Transcranial Doppler (TCD) is a useful adjunct to detect intracranial vascular disease. Although TCD does not provide as much detail as duplex ultrasonography, the measurement of blood flow velocity and pulsatility provides important information about atherosclerotic lesions in the vessels of the circle of Willis. For example, if MRA shows changes in the basilar artery, the middle cerebral artery, TCD provides additional information that may be important for interpreting cerebral angiograms.
While ultrasound and MRA provide information about extracranial and intracranial vessels, echocardiography is the best method for identifying a cardiac source of embolism. Echocardiography is indicated in two distinct groups of patients.

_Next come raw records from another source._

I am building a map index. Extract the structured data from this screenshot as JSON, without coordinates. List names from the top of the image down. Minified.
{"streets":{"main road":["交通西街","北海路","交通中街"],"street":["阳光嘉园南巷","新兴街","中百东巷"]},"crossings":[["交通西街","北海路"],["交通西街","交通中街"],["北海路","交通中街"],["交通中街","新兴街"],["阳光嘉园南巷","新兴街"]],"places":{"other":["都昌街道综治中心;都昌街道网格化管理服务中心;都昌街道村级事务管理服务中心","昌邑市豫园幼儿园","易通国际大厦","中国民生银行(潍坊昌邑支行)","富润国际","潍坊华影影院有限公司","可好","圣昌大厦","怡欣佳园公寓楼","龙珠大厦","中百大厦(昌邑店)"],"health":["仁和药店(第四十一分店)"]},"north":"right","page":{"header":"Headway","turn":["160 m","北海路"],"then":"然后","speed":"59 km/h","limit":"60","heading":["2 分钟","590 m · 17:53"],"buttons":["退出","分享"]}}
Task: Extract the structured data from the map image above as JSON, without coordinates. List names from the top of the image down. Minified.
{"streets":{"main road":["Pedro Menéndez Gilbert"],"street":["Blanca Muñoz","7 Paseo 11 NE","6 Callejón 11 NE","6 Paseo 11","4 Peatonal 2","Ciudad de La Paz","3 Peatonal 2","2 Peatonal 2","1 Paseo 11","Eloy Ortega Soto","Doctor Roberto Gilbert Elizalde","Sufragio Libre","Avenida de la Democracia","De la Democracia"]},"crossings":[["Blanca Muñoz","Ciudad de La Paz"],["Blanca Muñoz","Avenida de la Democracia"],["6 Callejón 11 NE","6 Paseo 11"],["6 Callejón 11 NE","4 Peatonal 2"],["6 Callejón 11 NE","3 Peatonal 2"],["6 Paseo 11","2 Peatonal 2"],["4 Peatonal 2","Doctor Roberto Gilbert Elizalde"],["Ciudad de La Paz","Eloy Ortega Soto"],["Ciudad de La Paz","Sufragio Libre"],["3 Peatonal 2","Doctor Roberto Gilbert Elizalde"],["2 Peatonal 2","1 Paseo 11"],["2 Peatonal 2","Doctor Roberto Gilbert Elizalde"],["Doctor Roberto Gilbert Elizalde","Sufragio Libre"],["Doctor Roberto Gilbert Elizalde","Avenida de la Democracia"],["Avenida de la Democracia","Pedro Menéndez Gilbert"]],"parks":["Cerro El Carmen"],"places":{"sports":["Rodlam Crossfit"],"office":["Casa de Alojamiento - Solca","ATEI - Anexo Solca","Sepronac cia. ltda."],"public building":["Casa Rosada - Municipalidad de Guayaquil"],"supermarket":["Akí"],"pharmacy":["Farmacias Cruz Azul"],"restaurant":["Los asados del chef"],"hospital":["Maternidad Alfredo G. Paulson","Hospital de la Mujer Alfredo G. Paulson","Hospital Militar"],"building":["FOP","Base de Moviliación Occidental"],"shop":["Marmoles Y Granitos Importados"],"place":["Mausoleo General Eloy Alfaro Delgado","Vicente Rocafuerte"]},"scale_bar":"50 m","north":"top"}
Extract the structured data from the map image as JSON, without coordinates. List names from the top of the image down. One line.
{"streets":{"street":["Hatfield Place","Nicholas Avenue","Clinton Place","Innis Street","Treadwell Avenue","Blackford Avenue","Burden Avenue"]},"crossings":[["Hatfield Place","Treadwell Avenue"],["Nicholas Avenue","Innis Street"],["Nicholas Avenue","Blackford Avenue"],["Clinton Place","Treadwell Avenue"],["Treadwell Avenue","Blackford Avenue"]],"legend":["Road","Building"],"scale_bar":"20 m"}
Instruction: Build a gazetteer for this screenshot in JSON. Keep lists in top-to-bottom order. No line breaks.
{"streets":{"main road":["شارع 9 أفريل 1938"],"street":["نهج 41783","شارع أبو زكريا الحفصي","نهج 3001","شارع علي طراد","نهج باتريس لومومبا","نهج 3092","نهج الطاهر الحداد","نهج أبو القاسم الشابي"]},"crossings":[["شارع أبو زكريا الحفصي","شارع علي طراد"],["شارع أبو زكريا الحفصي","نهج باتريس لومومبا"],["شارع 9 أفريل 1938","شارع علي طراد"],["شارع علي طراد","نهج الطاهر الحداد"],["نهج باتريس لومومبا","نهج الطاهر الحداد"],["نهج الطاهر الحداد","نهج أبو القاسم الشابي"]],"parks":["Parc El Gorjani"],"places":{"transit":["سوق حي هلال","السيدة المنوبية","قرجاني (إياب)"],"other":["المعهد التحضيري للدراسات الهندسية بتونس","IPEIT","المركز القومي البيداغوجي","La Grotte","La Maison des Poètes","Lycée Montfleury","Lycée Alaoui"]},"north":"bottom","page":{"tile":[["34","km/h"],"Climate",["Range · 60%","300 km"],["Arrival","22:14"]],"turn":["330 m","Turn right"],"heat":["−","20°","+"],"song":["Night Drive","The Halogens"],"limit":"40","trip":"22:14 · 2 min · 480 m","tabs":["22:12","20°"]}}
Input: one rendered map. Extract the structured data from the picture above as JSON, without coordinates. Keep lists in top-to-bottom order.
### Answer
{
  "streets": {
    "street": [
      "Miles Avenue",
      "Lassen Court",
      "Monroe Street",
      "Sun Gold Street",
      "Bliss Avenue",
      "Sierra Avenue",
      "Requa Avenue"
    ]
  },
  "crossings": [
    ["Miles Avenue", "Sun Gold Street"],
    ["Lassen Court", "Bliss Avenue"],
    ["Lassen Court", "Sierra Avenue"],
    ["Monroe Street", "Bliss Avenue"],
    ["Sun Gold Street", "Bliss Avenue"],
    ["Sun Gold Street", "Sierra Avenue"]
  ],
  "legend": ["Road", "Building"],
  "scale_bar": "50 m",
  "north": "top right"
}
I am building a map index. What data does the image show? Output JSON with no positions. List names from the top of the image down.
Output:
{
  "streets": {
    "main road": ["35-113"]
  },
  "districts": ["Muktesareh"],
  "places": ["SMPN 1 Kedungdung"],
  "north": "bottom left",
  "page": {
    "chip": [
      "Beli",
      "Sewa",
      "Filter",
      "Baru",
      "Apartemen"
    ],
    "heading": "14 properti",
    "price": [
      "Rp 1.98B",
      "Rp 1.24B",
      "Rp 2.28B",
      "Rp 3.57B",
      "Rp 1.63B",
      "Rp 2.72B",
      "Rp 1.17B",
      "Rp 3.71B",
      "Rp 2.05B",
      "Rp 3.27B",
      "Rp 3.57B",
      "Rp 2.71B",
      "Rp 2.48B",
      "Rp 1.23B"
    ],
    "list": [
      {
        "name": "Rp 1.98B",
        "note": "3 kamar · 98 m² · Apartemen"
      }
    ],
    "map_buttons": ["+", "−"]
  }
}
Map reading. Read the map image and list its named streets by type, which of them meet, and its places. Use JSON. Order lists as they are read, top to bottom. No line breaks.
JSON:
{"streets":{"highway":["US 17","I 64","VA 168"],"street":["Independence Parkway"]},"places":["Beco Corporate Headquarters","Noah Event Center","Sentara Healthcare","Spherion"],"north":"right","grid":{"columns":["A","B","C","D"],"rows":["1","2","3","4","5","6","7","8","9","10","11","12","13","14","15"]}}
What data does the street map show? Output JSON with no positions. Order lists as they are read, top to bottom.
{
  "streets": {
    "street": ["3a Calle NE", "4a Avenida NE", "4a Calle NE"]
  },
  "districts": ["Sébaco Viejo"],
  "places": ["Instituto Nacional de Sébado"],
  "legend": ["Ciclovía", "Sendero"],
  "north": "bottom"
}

The first includes patients with cardiac pathology evident from history or clinical examination (eg, auscultatory evidence of valvular or other cardiac disease). The second group includes patients in whom the cause of stroke remains unclear. In approximately 50% of patients, stroke is preliminarily classified as “cryptogenic,” but many are subsequently found to have either an underlying cardiac pathology predisposing to embolism or a coagulation disorder. With intensive additional testing, the nature of the vascular lesion can be determined in most cases, especially when MRA is used for noninvasive evaluation of large intracranial vessels.
Several studies have shown that transthoracic echocardiography usually does not reveal the cause of stroke in cases where there is no history of cardiac pathology and no abnormalities are detected on physical examination of the cardiovascular system, which makes its use inappropriate in patients with cryptogenic strokes. This is also true for obese patients and patients with emphysema, for whom another technique, transesophageal echocardioscopy (TEC), is more informative. TEC is the method of choice in cases where pathology of cerebral vessels cannot be detected. During TEC, an ultrasound probe is inserted into the esophagus to better examine the heart, which in this case is not obscured by ribs and lungs. This way, the condition of the aorta can also be assessed, which allows identifying large or protruding atherosclerotic plaques on the aorta, which can serve as a source of embolism. In the absence of heart and vascular pathology, arterial occlusion may be a consequence of a hereditary or acquired blood clotting disorder. Some conditions, such as Trousseau syndrome, characterized by increased blood clotting due to a malignant neoplasm, may be the sole cause of stroke in patients with a healthy heart and unaffected cerebral vessels. Other conditions may only be a risk factor for stroke. These include, for example, the presence of antiphospholipid antibodies, which are often detected in the elderly and increase the risk of stroke. As in the case of cardioembolic stroke, in hypercoagulability with a high risk of stroke, long-term treatment with warfarin is indicated.